Fourier inversion

It is shown above that the Fourier transform satisfies the identity

$$\varphi (0) = (2 \pi)^{-n} \int_{\mathbb{R}^n} \hat{\varphi} (\xi) d \xi \forall \varphi \in \mathcal{S} (\mathbb{R}^n) .$$ (119)

If $y \in \mathbb{R}^n$ and $\varphi \in \mathcal{S}(\mathbb{R}^n)$ set $\psi (x) = \varphi (x+y)$. The translation-invariance of Lebesgue measure shows that

$$\hat{\psi} (\xi) = \int e^{-ix \cdot \xi} \varphi (x+y) dx$$

$$= e^{iy \cdot \xi} \hat{\varphi} (\xi) .$$

Applied to $\psi$ the inversion formula (8.1) becomes

$$\varphi(y) = \psi (0) = (2 \pi)^{-n} \int \hat{\psi} (\xi) d \xi$$ (120)

$$= (2 \pi)^{-n} \int_{\mathbb{R}^n} e^{iy \cdot \xi} \hat{\varphi} (\xi) d \xi .$$

Proof. The identity (8.2) shows that $\mathcal{F}$ is $1-1$, i.e., injective, since we can remove $\varphi$ from $\hat{\varphi}$. Moreover,

$$\mathcal{G} \psi (y) = (2 \pi)^{-n} \mathcal{F} \psi (-y)$$ (121)

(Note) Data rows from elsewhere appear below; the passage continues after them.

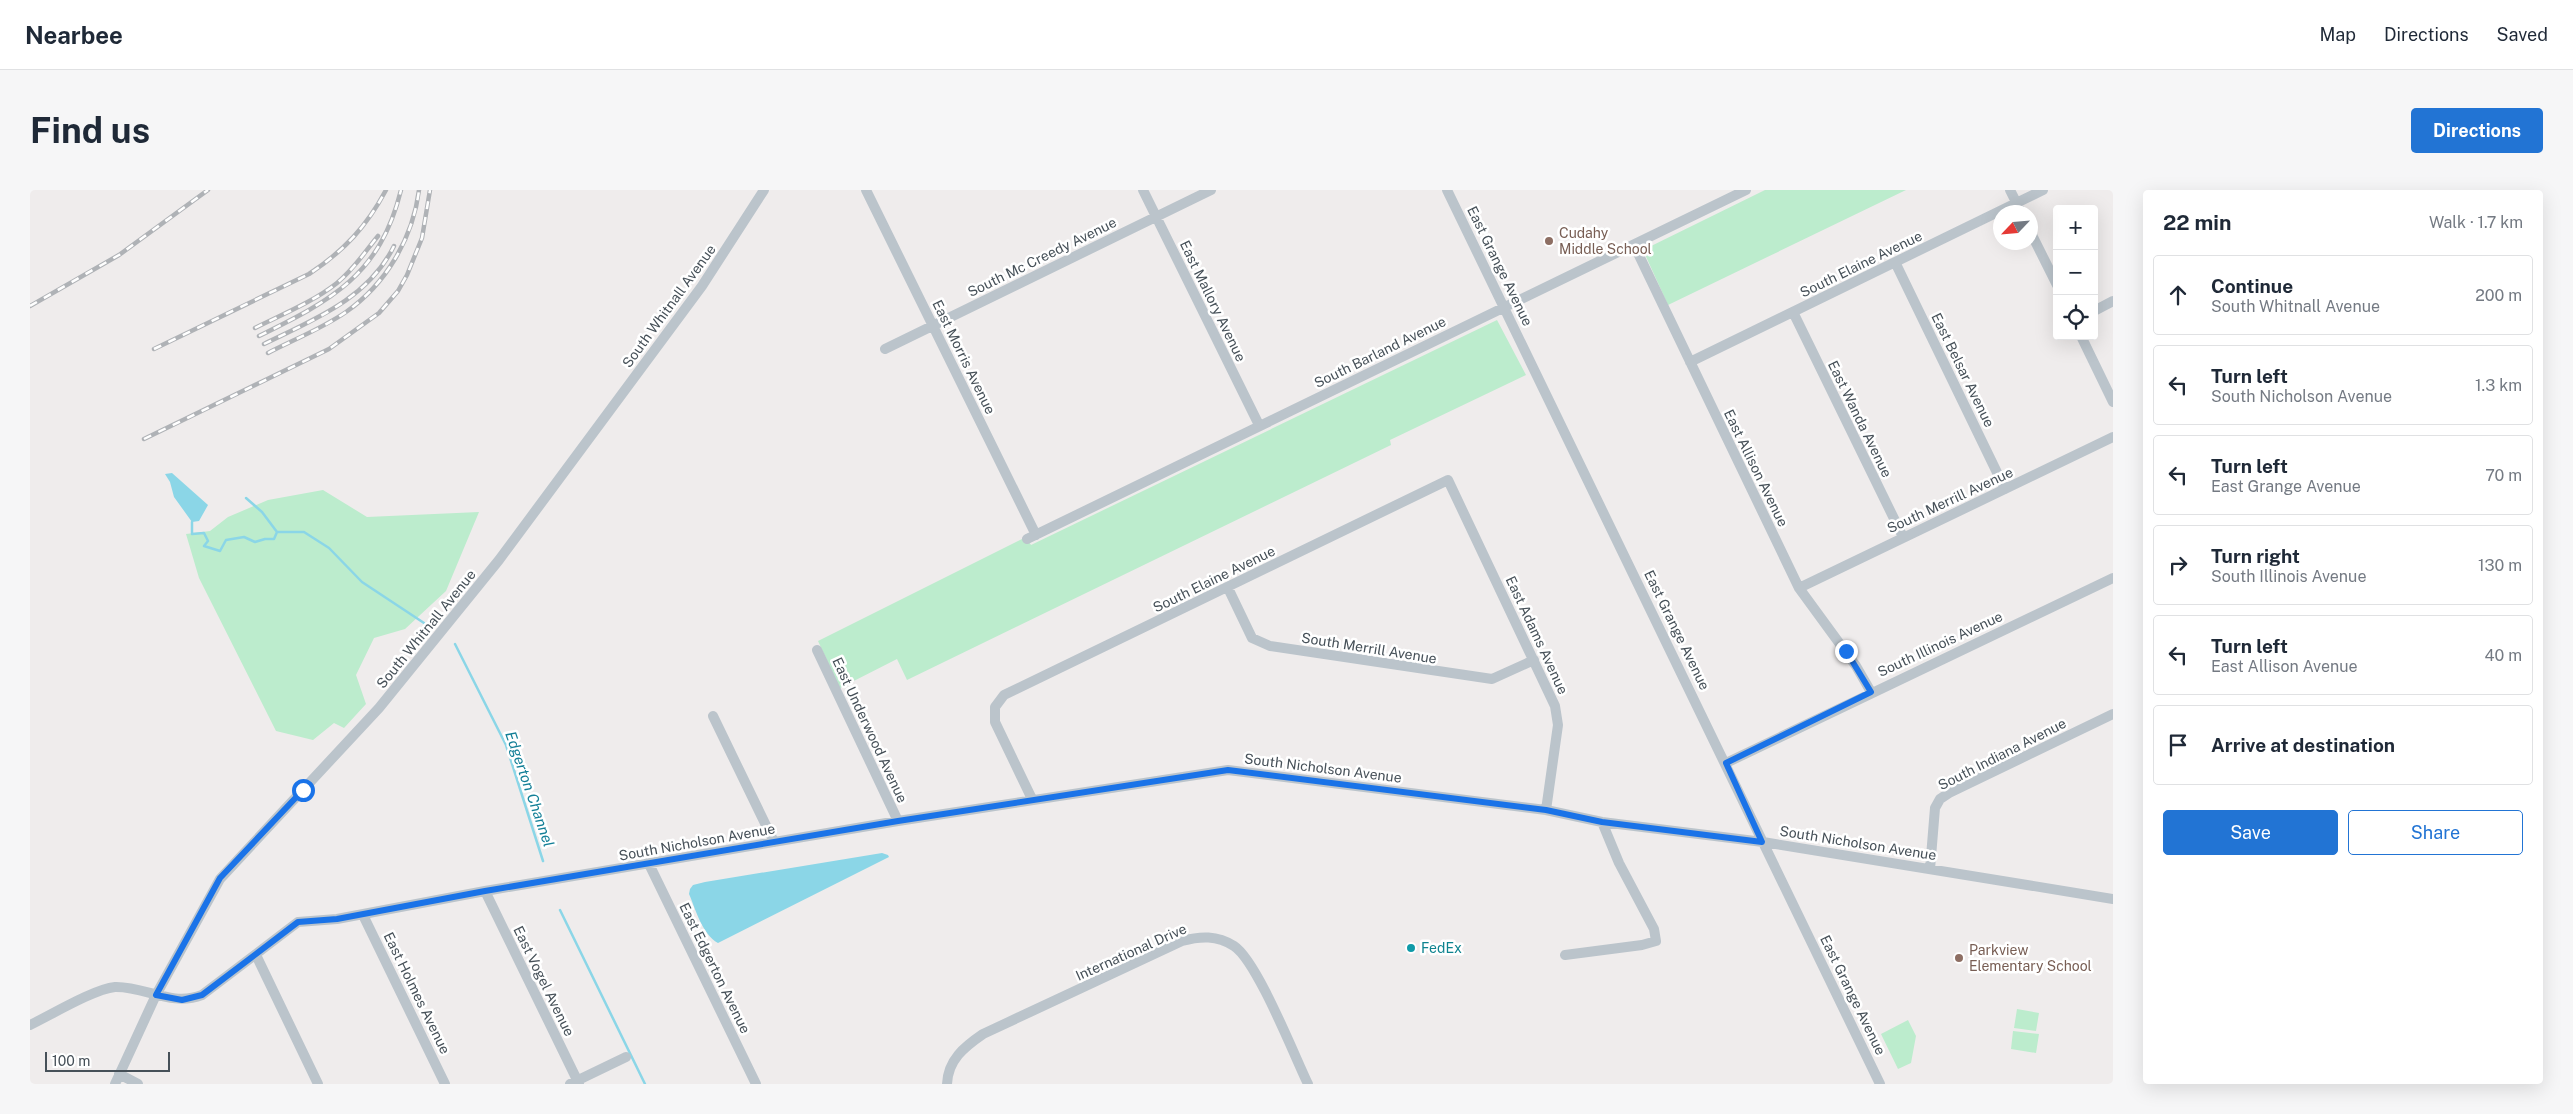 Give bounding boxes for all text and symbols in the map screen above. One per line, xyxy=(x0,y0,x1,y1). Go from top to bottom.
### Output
text: Nearbee xyxy=(25,21,123,49)
text: Map xyxy=(2319,24,2356,45)
text: Directions xyxy=(2384,24,2469,45)
text: Saved xyxy=(2497,24,2548,45)
button: Directions xyxy=(2411,108,2543,153)
text: Find us xyxy=(30,110,150,151)
street label: East Grange Avenue xyxy=(1464,204,1536,329)
north arrow xyxy=(1993,205,2038,250)
map controls xyxy=(2053,205,2098,340)
button: + xyxy=(2053,205,2098,250)
text: 22 min xyxy=(2163,210,2231,235)
text: Walk · 1.7 km xyxy=(2429,213,2523,232)
street label: South Mc Creedy Avenue xyxy=(965,214,1119,300)
place label: Cudahy Middle School xyxy=(1559,225,1652,257)
street label: South Elaine Avenue xyxy=(1797,227,1925,300)
marker: Cudahy Middle School xyxy=(1543,235,1555,247)
street label: East Mallory Avenue xyxy=(1177,238,1249,364)
street label: South Whitnall Avenue xyxy=(619,241,719,371)
button: − xyxy=(2053,250,2098,295)
text: Continue xyxy=(2211,275,2293,297)
icon: ahead xyxy=(2164,281,2192,309)
text: 200 m xyxy=(2475,286,2522,305)
button: locate xyxy=(2053,295,2098,340)
street label: East Morris Avenue xyxy=(929,297,999,417)
text: South Whitnall Avenue xyxy=(2211,297,2380,316)
street label: East Belsar Avenue xyxy=(1928,310,1998,430)
street label: South Barland Avenue xyxy=(1311,313,1449,391)
street label: East Wanda Avenue xyxy=(1825,358,1895,480)
text: Turn left xyxy=(2211,365,2288,387)
icon: left xyxy=(2164,371,2192,399)
text: 1.3 km xyxy=(2475,376,2522,395)
text: South Nicholson Avenue xyxy=(2211,387,2392,406)
street label: East Allison Avenue xyxy=(1721,407,1791,529)
text: Turn left xyxy=(2211,455,2288,477)
icon: left xyxy=(2164,461,2192,489)
street label: South Merrill Avenue xyxy=(1885,464,2015,536)
text: 70 m xyxy=(2485,466,2522,485)
text: East Grange Avenue xyxy=(2211,477,2361,496)
street label: South Elaine Avenue xyxy=(1150,542,1278,615)
text: Turn right xyxy=(2211,545,2300,567)
icon: right xyxy=(2164,551,2192,579)
text: 130 m xyxy=(2478,556,2522,575)
street label: South Whitnall Avenue xyxy=(373,566,479,692)
text: South Illinois Avenue xyxy=(2211,567,2366,586)
street label: East Grange Avenue xyxy=(1641,568,1713,693)
street label: East Adams Avenue xyxy=(1503,573,1571,697)
street label: South Illinois Avenue xyxy=(1875,608,2005,680)
street label: South Merrill Avenue xyxy=(1300,629,1438,667)
text: Turn left xyxy=(2211,635,2288,657)
route end xyxy=(1835,640,1858,663)
icon: left xyxy=(2164,641,2192,669)
text: 40 m xyxy=(2484,646,2522,665)
street label: East Underwood Avenue xyxy=(829,655,911,805)
text: East Allison Avenue xyxy=(2211,657,2358,676)
street label: South Indiana Avenue xyxy=(1935,715,2069,793)
water label: Edgerton Channel xyxy=(502,729,558,849)
icon: arrive xyxy=(2164,731,2192,759)
text: Arrive at destination xyxy=(2211,734,2395,756)
street label: South Nicholson Avenue xyxy=(1243,750,1403,786)
route start xyxy=(292,779,315,802)
button: Save xyxy=(2163,810,2338,855)
button: Share xyxy=(2348,810,2523,855)
street label: South Nicholson Avenue xyxy=(618,820,776,864)
street label: South Nicholson Avenue xyxy=(1778,823,1938,863)
street label: East Edgerton Avenue xyxy=(676,900,754,1036)
street label: International Drive xyxy=(1073,920,1189,984)
street label: East Vogel Avenue xyxy=(510,923,578,1039)
street label: East Holmes Avenue xyxy=(381,930,453,1056)
street label: East Grange Avenue xyxy=(1817,933,1889,1058)
place label: FedEx xyxy=(1421,940,1462,956)
marker: FedEx xyxy=(1405,942,1417,954)
place label: Parkview Elementary School xyxy=(1969,942,2092,974)
marker: Parkview Elementary School xyxy=(1953,952,1965,964)
scale bar xyxy=(45,1049,170,1072)
text: 100 m xyxy=(52,1053,90,1069) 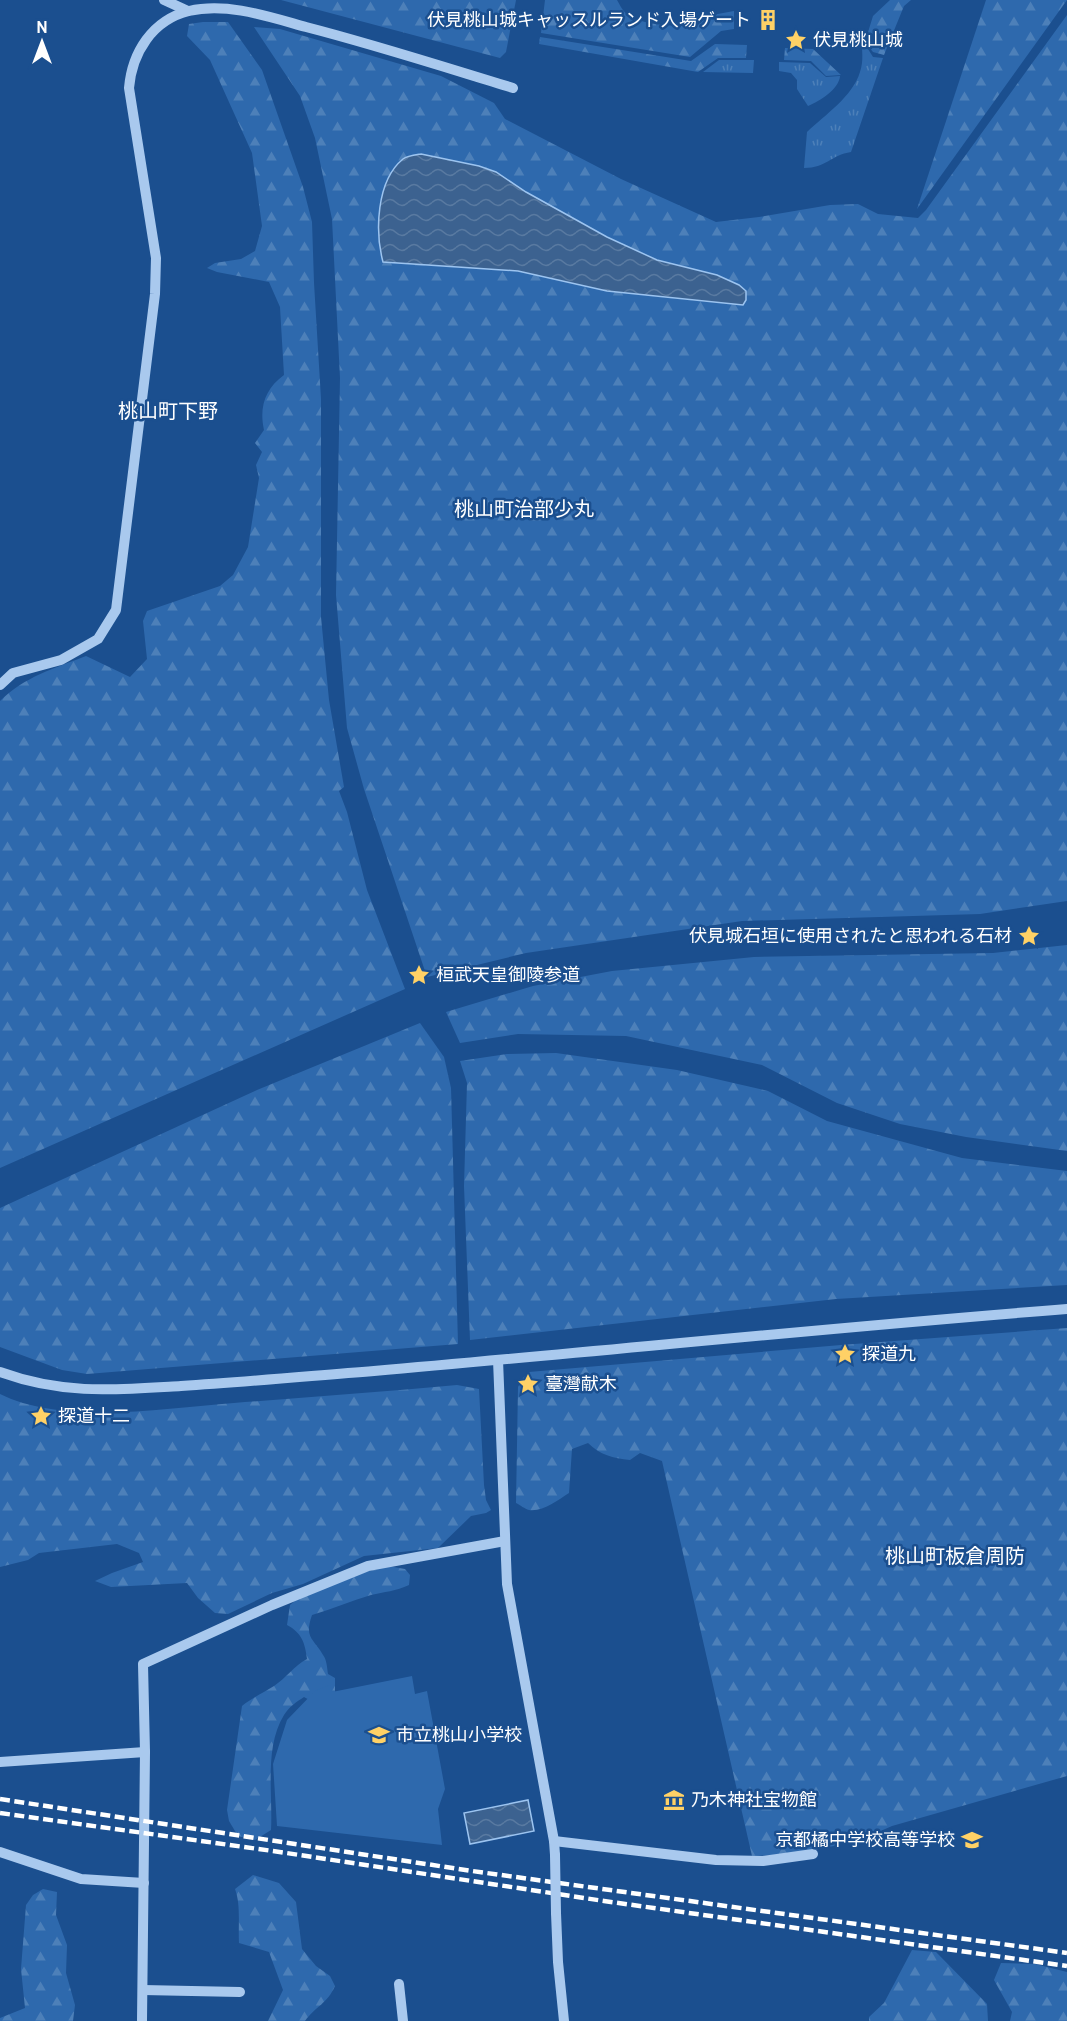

So $\mathcal{G}$ is also a continuous linear map, $\mathcal{G} : \mathcal{S} (\mathbb{R}^n) \to \mathcal{S} (\mathbb{R}^n)$. Indeed the argument above shows that $\mathcal{G} \circ \mathcal{F} =Id$ and the same argument, with some changes of sign, shows that $\mathcal{F} \cdot \mathcal{G} = Id$. Thus $F$ and $\mathcal{G}$ are isomorphisms.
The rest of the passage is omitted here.